Streaming giant Netflix Inc. (NASDAQ: NFLX) has confirmed its much-anticipated move into video games, even as it reported slowing subscriber growth in the second quarter.

What Happened: Netflix said Tuesday in its quarterly letter to shareholders that it sees gaming as another “new content category” for the company, similar to its expansion into original films, animation and unscripted TV.

The company added that it will offer video games in its existing subscription plans at no additional cost and will initially focus on games for mobile devices.

See Also: Netflix Will See ‘Meaningful Increment’ In Revenue Even If It Grabs A ‘Fraction Of The Video Game Market,’ Says Analyst

Why It Matters: Netflix’s confirmation of its expansion into video games comes along with the release of its second-quarter results on Tuesday.

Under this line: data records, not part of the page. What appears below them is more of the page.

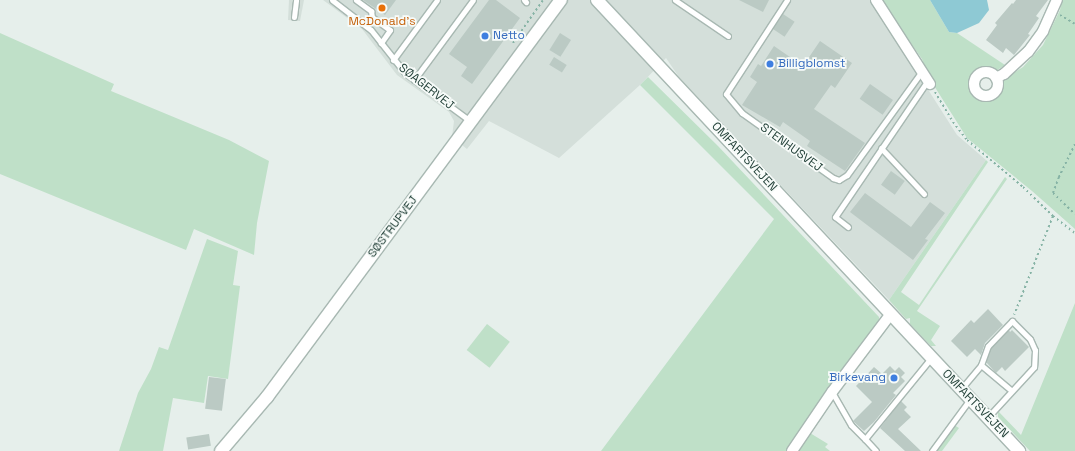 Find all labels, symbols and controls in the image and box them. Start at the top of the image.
marker: McDonald's [377,3,387,13]
place label: McDonald's [348,15,416,29]
place label: Netto [493,29,525,43]
marker: Netto [480,31,490,41]
place label: Billigblomst [778,57,846,71]
marker: Billigblomst [765,59,775,69]
street label: SØAGERVEJ [396,61,456,113]
street label: OMFARTSVEJEN [708,119,780,195]
street label: STENHUSVEJ [757,121,825,175]
street label: SØSTRUPVEJ [365,193,421,261]
street label: OMFARTSVEJEN [939,367,1011,441]
place label: Birkevang [829,371,886,385]
marker: Birkevang [889,373,899,383]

Netflix said it added 1.54 million paid subscribers in the quarter, compared to the 10.1 million paid subscribers it added in the year-ago quarter. The latest figure indicates the company’s slowing subscriber growth amid the lifting of pandemic restrictions that had forced people to stay at home earlier.

The streaming giant plans to increase its customer base and revenue by expanding into the video game market. With its own gaming platform, the company could create games around its owned properties and original series.

It was confirmed last week that the company has hired Mike Verdu, a former Electronic Arts Inc. (NASDAQ: EA) and Facebook Inc. (NASDAQ: FB) gaming executive, to lead its expansion into video games.

Netflix has previously partnered with an outside developer to launch a game themed on its “Stranger Things” franchise.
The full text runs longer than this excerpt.